When Getting Tattooed, Health Officials Say Stick with Licensed Professionals
Fly-by-night amateurs could spread disease, cause infection
ANCHORAGE - Tattoos have become a lot more popular over the years, but the popularity comes with a dark side: people with no experience tattooing wanting to make an extra buck at any cost.
But for others who cut corners just to save a few bucks, the end result could be more than just a bad piece of artwork.
“The risks associated with going to a tattooist who is not certified, those people do not undergo the training for sterilization of equipments and sometimes needles are reused, and these are the things that increase your risk of an infection or an adverse consequence,” said State Epidemiologist Dr.
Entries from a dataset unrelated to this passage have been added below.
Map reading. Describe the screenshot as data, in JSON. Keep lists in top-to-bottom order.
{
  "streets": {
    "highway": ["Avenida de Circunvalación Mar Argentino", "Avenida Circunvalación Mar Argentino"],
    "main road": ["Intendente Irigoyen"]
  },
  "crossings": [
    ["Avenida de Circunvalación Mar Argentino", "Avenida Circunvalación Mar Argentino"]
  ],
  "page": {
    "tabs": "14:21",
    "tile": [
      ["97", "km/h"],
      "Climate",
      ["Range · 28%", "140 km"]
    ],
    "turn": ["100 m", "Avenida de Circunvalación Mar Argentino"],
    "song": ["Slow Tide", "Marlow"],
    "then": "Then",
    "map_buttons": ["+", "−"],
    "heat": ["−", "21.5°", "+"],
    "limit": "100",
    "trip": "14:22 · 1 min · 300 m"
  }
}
Joe McLaughlin.
Some of those risks include hepatitis, skin infections, allergies, and potential HIV transmission.
“There's an order to it, there's a reason for everything we do,” said Blake Thompson, manager of The Hole Look. “We look like germaphobes, going through boxes of gloves everyday; it’s keeping us safe as well as our clientele.”
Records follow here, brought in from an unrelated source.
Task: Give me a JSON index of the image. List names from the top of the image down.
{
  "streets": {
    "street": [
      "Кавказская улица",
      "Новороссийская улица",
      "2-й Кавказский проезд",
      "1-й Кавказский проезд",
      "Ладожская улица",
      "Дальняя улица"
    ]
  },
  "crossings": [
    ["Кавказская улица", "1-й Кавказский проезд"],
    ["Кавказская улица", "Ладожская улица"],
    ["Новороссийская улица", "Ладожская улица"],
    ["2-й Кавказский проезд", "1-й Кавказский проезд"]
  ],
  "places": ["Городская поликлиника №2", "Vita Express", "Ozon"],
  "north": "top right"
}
State health officials say people are turning to places like Craigslist for a cheaper deal, with amateurs offering to do them from their home or even go to your house.
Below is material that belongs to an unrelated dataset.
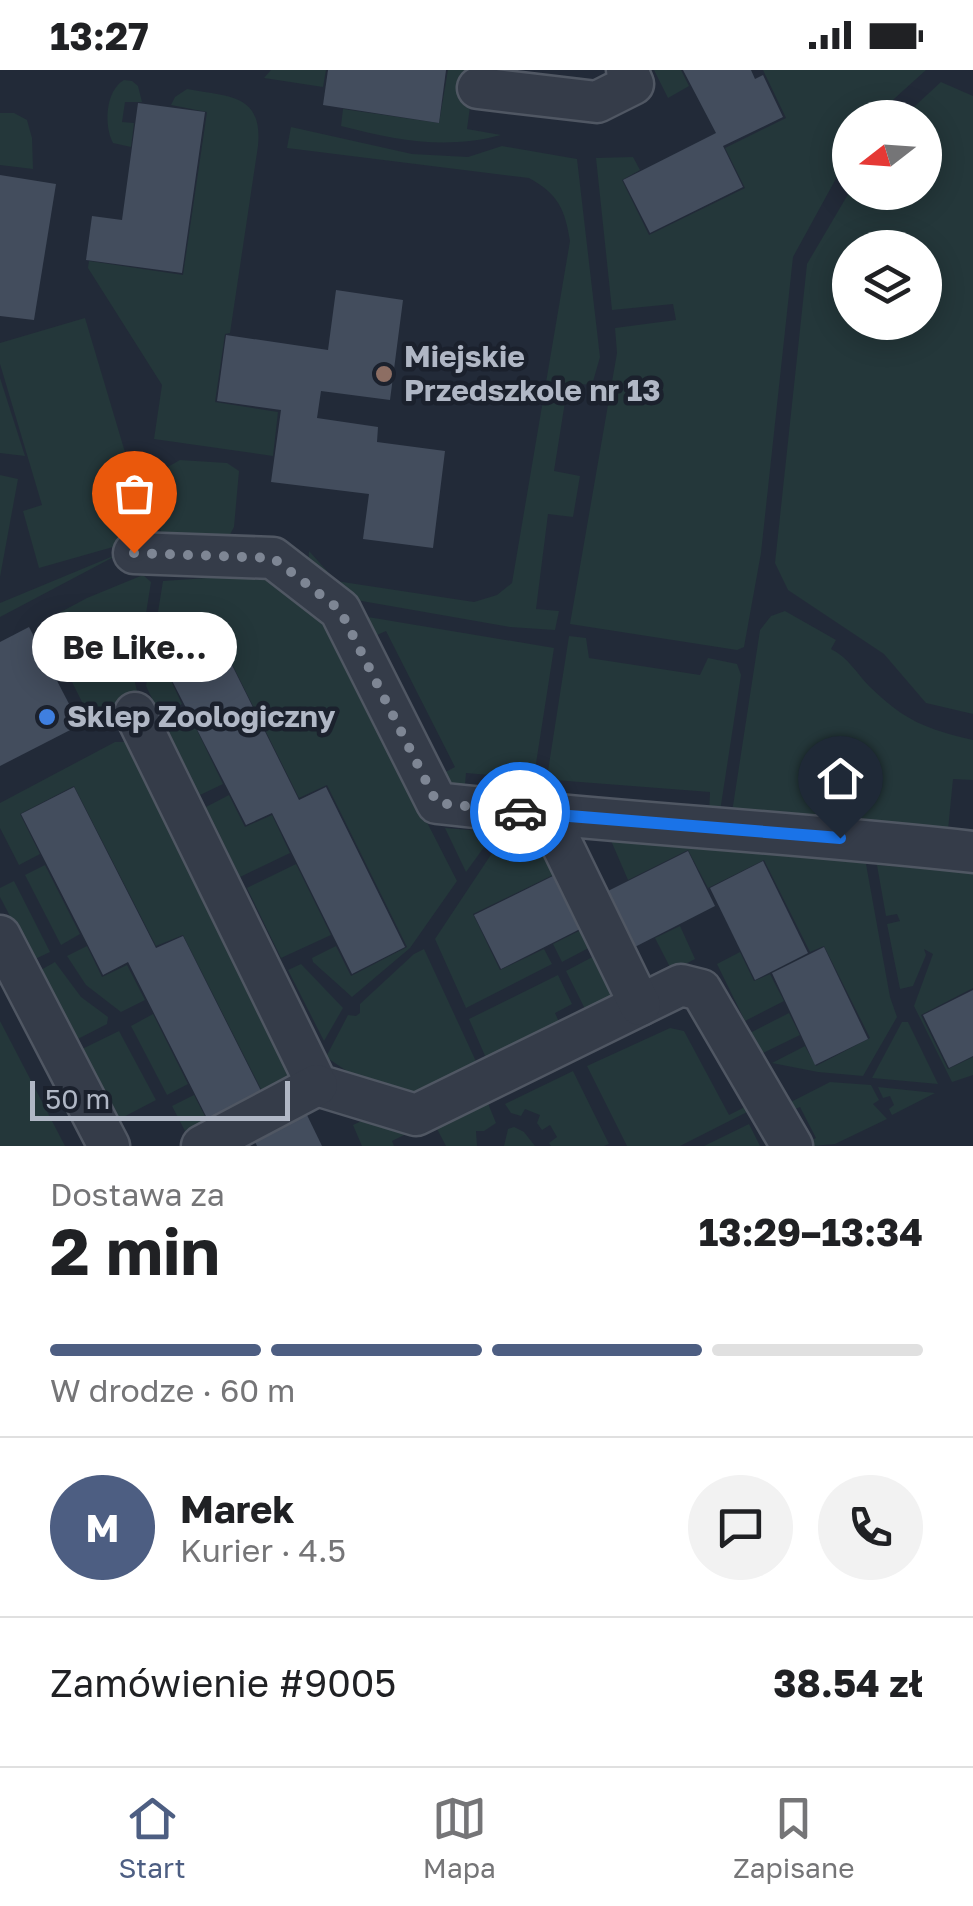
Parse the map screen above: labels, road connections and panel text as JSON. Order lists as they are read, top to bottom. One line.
{"places":["Miejskie Przedszkole nr 13","Be Like…","Sklep Zoologiczny"],"scale_bar":"50 m","north":"left","page":{"status":"13:27","bubble":"Be Like…","scale":"50 m","heading":["2 min","Dostawa za","13:29–13:34"],"panel":["Marek","Kurier · 4.5","Zamówienie #9005","38.54 zł"],"bar":"W drodze · 60 m","round":"M","tabs":["Start","Mapa","Zapisane"]}}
“I've seen stuff pop up in trade, following criteria for a clean safe experience for you, but they’re probably not capable artists,” Thompson said.
In order for it to be legal, the artist must be licensed by the state.
“If you're coming into this business wanting to cut corners, then you have no business in the business,” Thompson said.
Health officials say stick to the professionals, because after all, it is permanent.
State officials say if you are caught doing tattoos and have a claim filed against you, you could be charged with a misdemeanor.